OneLieIn · 02/01/2009 19:30

Oh Kleio, sorry for you....

I think you need to think about whether you want this baby or not regardless of the man situation.

BTW, plenty of single mums find love!

oranges · 02/01/2009 19:30

God I have no idea, but just this - forget about men, ALL men, and think about yourself and the baby and what you want. Nothing is guaranteed - you could meet the man of your dreams while pushing a pram, or out at a nightclub, That's not really what's important at the moment - an abortion is not to be taken lightly so really focus on whether that's what you want.
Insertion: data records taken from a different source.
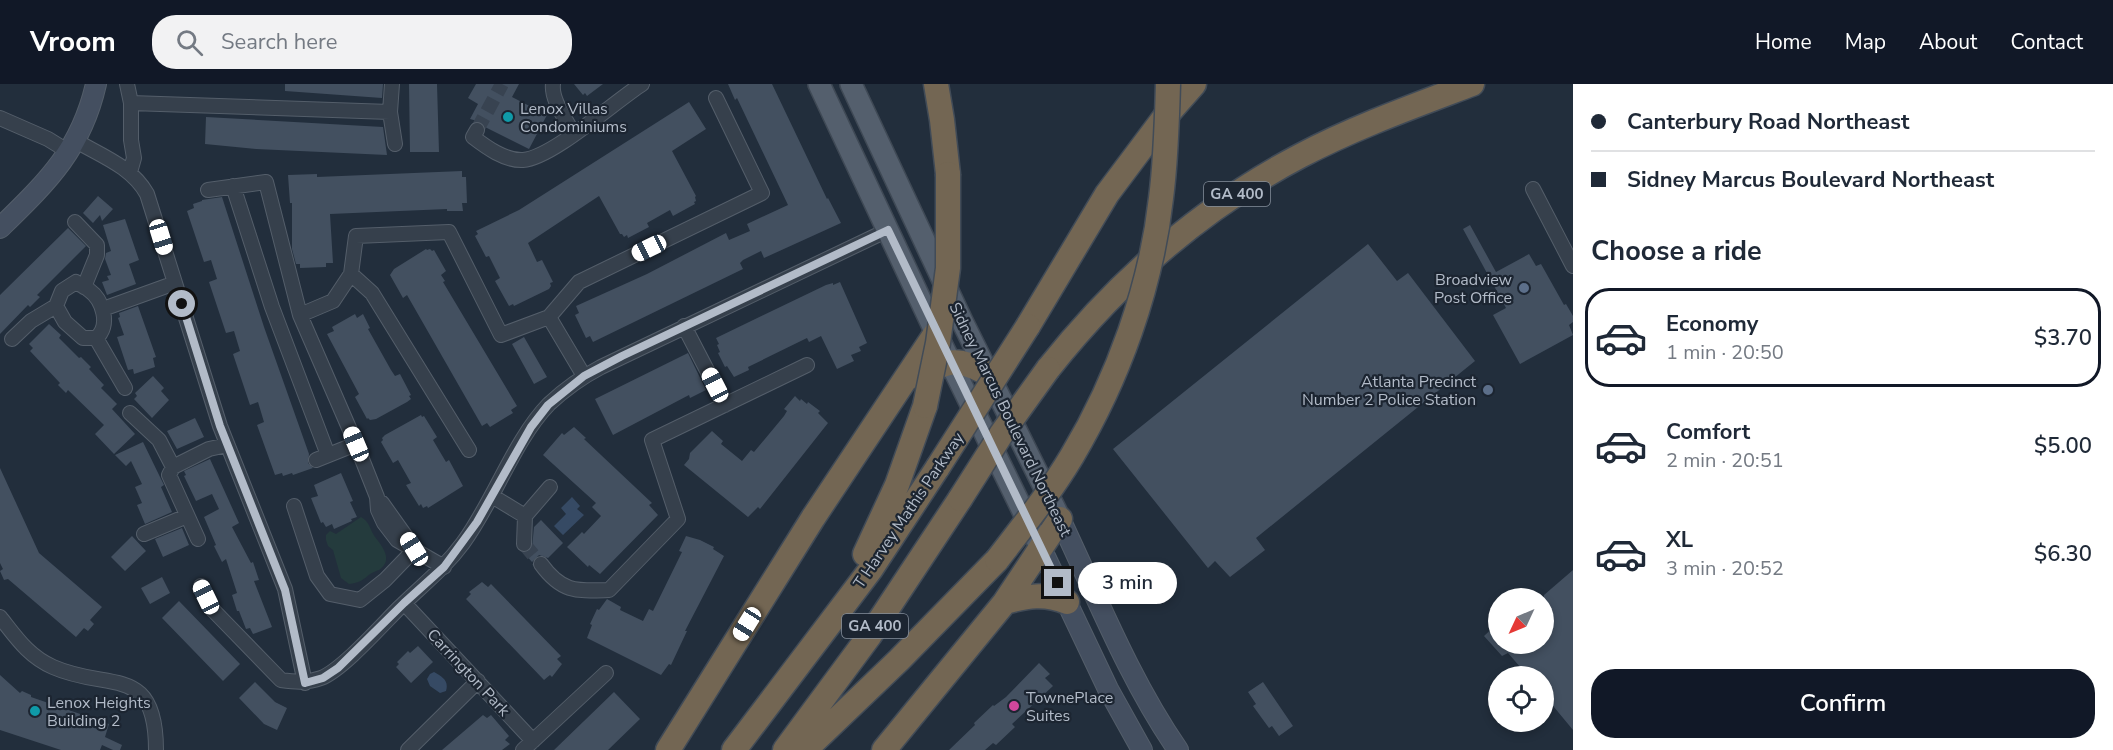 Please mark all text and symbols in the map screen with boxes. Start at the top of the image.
search box [152,15,572,69]
text: Vroom [30,23,116,61]
icon: search [173,26,206,59]
text: Search here [221,27,338,57]
text: Home [1755,28,1812,56]
text: Map [1845,28,1886,56]
text: About [1919,28,1977,56]
text: Contact [2010,28,2083,56]
place label: Lenox Villas Condominiums [520,98,627,138]
text: Canterbury Road Northeast [1627,107,1909,137]
marker: Lenox Villas Condominiums [501,110,515,124]
text: Sidney Marcus Boulevard Northeast [1627,165,1994,195]
road number: GA 400 [1204,182,1270,206]
car [147,217,175,257]
car [629,232,669,264]
text: Choose a ride [1591,233,1762,270]
place label: Broadview Post Office [1434,269,1513,309]
marker: Broadview Post Office [1517,281,1531,295]
route start [168,290,195,317]
street label: Sidney Marcus Boulevard Northeast [944,299,1077,540]
text: Economy [1666,309,1758,339]
icon: car [1594,311,1648,365]
text: $3.70 [2034,323,2092,353]
text: 1 min · 20:50 [1666,339,1784,366]
car [699,365,731,405]
place label: Atlanta Precinct Number 2 Police Station [1302,371,1476,411]
marker: Atlanta Precinct Number 2 Police Station [1481,383,1495,397]
text: Comfort [1666,417,1750,447]
icon: car [1594,419,1648,473]
car [341,424,371,464]
street label: T Harvey Mathis Parkway [848,428,970,593]
text: $5.00 [2034,431,2092,461]
text: 2 min · 20:51 [1666,447,1784,474]
text: XL [1666,525,1693,555]
icon: car [1594,527,1648,581]
car [397,529,431,569]
text: $6.30 [2034,539,2092,569]
text: 3 min · 20:52 [1666,555,1784,582]
callout: 3 min [1079,562,1178,604]
route end [1044,569,1071,596]
text: 3 min [1102,569,1153,596]
car [190,577,222,617]
north arrow [1488,588,1554,654]
map controls [1488,588,1554,732]
car [730,604,764,644]
road number: GA 400 [842,614,908,638]
street label: Carrington Park [422,624,515,722]
button: locate [1488,666,1554,732]
button: Confirm [1591,669,2095,738]
place label: TownePlace Suites [1026,687,1113,727]
place label: Lenox Heights Building 2 [47,692,151,732]
marker: TownePlace Suites [1007,699,1021,713]
marker: Lenox Heights Building 2 [28,704,42,718]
And once you decide, be kind to yourself and don't look back.

BCNS · 02/01/2009 19:34

kleio.. I think it comes down to what you want..

You can still have a baby and sort out your career.. you will still find plenty of men who really don't mind there being a LO about.

On the other hand.. it is hard work doing it all by yourself.

IMO I wouldn't base my options on whether you'll get another man.. try and base them on what is right for you.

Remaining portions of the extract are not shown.